O Brasil precisa estar mais do que nunca atento à implementação desta Lei para garantir o desenvolvimento sustentado e a autonomia brasileira. A questão da biodiversidade envolve ainda um imenso conflito entre interesses na apropriação de terras visando o crescimento econômico através da agropecuária e da exploração da madeira em grande escala – o que acarreta a destruição da floresta – e de interesses da produção familiar e de ambientalistas visando a permanência dos pequenos produtores e do patrimônio natural. “Até recentemente esse conflito se expressava em duas políticas públicas paralelas e igualmente conflitantes. Hoje, há quem reconheça que se trata de uma falsa dicotomia, pois que o desenvolvimento é necessário e demandado por todos, implicando na compatibilização do crescimento econômico com compromisso social e ambiental”, explica a geógrafa e pesquisadora Bertha Becker.

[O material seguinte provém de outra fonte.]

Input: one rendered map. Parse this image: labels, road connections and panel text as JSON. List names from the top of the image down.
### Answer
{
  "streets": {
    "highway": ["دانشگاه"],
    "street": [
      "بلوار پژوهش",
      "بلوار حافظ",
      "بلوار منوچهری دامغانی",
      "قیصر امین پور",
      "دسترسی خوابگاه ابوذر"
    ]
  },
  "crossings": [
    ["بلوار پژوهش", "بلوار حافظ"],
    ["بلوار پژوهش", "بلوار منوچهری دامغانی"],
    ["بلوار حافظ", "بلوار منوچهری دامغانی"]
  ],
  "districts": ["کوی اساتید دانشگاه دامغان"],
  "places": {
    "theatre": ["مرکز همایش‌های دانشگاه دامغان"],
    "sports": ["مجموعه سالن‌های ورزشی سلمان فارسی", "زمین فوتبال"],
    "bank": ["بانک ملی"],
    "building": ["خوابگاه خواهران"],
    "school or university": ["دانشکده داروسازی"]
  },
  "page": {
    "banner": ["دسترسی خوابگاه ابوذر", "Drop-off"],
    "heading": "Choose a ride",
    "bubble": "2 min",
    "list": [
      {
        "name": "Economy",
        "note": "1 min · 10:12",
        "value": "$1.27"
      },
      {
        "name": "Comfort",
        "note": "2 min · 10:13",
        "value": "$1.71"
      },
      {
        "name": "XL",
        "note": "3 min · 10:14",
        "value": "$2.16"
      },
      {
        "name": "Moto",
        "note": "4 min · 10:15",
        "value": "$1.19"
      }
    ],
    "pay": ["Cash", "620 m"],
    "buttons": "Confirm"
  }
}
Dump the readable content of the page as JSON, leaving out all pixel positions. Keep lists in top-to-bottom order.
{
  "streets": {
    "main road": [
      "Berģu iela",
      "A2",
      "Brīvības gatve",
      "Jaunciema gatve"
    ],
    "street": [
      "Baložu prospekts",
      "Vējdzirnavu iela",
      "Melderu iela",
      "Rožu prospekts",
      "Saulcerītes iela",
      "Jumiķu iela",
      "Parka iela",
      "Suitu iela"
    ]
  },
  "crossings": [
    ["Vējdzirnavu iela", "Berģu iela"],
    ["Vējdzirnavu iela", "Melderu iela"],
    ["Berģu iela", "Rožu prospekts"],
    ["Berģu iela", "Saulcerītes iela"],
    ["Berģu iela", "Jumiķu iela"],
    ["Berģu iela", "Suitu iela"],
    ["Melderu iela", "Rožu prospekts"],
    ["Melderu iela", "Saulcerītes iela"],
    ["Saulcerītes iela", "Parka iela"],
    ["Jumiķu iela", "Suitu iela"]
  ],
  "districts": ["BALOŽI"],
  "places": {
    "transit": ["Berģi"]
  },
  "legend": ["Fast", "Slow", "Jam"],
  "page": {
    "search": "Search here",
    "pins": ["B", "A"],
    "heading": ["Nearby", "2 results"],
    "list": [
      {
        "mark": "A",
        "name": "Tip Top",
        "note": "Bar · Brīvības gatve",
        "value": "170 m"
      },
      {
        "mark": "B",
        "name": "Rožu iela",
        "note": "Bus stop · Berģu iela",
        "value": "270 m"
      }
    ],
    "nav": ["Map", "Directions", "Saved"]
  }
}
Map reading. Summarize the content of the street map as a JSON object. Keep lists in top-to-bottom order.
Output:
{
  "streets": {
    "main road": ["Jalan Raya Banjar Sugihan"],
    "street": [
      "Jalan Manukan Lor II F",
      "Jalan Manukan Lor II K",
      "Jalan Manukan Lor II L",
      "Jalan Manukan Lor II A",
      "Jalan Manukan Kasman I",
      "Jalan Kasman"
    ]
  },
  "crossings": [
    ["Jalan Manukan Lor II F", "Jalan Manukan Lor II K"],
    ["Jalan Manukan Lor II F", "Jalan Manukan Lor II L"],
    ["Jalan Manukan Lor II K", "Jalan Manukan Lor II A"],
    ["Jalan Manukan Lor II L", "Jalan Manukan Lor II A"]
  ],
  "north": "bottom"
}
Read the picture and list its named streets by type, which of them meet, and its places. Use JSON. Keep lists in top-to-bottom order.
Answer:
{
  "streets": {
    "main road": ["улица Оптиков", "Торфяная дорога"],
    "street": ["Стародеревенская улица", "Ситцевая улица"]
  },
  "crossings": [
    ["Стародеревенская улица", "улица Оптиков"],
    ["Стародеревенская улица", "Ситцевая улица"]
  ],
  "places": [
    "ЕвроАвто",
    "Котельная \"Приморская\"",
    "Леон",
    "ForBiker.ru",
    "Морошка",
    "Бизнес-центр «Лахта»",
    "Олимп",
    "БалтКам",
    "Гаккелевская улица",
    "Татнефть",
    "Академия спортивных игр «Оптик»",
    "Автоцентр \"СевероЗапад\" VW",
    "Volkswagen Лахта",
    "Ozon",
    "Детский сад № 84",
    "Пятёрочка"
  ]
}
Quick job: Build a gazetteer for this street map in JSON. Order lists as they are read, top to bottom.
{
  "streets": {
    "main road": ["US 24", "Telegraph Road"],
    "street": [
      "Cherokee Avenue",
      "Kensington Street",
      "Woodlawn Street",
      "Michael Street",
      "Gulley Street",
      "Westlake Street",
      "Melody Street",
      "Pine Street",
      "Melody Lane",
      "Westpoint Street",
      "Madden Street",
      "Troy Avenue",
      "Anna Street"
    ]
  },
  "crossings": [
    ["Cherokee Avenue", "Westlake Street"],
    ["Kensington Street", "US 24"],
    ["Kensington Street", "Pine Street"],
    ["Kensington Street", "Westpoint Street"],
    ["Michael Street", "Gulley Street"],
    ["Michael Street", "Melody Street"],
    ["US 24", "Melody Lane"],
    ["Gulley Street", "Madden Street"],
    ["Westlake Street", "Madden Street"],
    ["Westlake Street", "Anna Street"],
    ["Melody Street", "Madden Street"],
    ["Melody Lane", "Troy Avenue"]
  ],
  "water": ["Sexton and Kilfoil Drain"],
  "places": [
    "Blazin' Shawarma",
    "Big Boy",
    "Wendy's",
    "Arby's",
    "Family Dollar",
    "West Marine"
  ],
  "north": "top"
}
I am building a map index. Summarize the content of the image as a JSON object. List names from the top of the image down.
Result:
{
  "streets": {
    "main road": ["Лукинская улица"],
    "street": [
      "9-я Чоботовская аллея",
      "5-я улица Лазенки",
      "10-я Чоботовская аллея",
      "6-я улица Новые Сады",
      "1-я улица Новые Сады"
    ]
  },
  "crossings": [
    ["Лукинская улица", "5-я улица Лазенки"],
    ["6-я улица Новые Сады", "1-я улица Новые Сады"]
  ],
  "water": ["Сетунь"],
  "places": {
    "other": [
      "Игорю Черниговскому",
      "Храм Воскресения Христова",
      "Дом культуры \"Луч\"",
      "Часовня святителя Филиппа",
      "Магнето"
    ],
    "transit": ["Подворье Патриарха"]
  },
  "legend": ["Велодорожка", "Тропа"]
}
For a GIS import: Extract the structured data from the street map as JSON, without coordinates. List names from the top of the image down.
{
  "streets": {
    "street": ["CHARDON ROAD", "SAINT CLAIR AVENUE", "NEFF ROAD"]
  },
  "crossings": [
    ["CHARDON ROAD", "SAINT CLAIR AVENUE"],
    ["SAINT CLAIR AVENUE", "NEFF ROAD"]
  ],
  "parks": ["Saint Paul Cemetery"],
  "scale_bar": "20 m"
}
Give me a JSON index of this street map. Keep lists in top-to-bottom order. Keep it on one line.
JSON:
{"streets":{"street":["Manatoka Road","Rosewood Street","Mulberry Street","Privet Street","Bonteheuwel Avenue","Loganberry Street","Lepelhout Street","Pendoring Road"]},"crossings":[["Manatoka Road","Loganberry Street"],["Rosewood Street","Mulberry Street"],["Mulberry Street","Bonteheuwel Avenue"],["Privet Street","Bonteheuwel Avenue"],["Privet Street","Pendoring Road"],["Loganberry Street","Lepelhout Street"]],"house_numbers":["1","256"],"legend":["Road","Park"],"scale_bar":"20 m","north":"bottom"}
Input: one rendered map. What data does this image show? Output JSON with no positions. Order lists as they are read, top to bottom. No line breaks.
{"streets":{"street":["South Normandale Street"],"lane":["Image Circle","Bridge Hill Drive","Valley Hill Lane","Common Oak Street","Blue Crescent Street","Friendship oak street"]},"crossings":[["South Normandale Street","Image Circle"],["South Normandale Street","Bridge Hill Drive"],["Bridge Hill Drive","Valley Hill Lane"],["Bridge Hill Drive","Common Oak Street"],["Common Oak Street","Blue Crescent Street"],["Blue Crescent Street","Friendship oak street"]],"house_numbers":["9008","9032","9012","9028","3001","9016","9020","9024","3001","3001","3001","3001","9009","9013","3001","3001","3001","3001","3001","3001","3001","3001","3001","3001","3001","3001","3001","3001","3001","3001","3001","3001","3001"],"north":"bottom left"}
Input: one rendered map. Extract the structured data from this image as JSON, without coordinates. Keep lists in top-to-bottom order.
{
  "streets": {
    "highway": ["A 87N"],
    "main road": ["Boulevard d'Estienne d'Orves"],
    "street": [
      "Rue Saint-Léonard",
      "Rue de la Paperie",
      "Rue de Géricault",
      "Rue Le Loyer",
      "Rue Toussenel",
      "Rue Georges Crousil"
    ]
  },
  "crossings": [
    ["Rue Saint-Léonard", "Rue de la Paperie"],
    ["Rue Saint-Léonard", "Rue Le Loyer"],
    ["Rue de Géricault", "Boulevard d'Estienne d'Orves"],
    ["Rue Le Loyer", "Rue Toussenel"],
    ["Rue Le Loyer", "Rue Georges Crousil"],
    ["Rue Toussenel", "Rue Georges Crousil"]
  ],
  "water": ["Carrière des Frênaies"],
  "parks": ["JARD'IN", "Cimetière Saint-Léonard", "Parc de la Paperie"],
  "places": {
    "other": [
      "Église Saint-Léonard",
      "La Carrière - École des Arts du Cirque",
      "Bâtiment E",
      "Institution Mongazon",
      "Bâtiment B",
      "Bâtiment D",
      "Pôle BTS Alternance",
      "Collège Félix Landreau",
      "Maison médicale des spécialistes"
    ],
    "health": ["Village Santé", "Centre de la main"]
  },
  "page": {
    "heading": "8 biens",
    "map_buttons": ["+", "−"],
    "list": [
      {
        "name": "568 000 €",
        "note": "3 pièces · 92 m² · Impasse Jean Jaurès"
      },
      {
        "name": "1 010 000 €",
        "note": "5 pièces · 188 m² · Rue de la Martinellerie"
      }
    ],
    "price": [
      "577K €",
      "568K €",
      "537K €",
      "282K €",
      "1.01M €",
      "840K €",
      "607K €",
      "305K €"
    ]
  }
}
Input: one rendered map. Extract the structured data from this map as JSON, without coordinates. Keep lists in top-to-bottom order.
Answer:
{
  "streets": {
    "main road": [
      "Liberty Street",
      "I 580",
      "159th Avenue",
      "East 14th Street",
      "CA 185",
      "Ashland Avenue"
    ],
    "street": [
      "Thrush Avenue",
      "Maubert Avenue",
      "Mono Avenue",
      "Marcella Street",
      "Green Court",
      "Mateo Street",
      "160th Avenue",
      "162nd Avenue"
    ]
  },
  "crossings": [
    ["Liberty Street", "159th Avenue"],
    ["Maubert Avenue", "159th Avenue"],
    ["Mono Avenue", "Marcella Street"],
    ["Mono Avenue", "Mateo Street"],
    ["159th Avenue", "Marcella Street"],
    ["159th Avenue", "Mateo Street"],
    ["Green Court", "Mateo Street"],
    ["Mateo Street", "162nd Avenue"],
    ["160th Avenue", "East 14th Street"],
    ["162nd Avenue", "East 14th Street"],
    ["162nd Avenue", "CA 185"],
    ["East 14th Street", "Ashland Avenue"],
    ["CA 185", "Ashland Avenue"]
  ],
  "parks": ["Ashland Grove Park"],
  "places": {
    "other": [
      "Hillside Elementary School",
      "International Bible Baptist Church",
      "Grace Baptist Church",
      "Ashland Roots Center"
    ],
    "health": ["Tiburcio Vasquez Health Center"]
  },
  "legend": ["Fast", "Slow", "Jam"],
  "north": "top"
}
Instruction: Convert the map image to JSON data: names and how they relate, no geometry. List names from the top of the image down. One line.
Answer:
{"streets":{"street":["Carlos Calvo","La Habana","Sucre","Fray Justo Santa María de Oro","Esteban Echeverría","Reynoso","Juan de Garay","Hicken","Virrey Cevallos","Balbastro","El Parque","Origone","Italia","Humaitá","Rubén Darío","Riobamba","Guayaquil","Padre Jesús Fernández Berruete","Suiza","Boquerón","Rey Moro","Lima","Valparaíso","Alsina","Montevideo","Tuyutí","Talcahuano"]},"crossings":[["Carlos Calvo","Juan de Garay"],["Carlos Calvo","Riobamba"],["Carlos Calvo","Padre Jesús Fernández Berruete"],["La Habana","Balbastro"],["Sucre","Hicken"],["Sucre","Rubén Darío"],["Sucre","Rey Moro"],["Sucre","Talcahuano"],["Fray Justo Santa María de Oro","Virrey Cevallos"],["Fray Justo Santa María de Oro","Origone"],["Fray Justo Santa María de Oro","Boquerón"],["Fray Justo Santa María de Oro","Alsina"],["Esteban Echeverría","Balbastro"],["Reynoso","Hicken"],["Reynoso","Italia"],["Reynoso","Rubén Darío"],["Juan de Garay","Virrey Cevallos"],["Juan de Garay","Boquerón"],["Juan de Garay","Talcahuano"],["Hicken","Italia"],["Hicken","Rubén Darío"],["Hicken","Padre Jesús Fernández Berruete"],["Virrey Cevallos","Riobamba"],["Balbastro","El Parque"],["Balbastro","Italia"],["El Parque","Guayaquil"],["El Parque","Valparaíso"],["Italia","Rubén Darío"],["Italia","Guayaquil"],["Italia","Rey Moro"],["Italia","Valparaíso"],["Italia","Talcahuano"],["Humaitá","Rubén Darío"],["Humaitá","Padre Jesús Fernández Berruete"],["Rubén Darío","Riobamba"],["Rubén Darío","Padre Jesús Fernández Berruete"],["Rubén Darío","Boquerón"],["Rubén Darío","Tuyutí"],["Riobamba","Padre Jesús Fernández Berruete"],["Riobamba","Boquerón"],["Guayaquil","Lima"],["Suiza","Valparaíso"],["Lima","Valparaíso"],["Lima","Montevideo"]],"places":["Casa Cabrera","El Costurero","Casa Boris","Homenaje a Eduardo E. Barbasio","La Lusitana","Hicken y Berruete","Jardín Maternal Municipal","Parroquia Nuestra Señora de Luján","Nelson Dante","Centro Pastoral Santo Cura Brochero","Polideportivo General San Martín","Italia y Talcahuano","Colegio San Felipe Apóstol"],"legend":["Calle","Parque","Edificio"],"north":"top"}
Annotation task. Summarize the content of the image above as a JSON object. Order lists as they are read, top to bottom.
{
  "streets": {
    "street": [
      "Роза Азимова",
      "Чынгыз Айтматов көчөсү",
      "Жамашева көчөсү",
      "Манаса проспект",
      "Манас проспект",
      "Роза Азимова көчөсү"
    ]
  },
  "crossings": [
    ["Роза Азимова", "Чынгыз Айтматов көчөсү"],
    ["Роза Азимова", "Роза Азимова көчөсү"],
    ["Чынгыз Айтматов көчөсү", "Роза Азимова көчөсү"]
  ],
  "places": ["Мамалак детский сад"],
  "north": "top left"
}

Por isso, o Presidente Lula tenta construir e implantar uma série de medidas para acelerar o processo de liberação de licenças ambientais para obras nos setores de energia elétrica, mineração e transporte, lutando contra o que alguns chamam de “burocracia ambiental“, enquanto diferentes representações civis reagem de modos distintos à essa diretriz, inclusive a comunidade científica, que demanda verbas nacionais para o desenvolvimento de seus projetos de pesquisas sem atendimento pleno e muitas vezes, acaba recorrendo aos investimentos estrangeiros associados aos interesses externos, para poder desenvolver os trabalhos e constituir tecnologia e know-how brasileiros no aproveitamento das riquezas da floresta. Há muitas reivindicações e ações políticas contraditórias na Amazônia, até porque é uma região extremamente heterogênea, ao contrário do que a maioria acredita.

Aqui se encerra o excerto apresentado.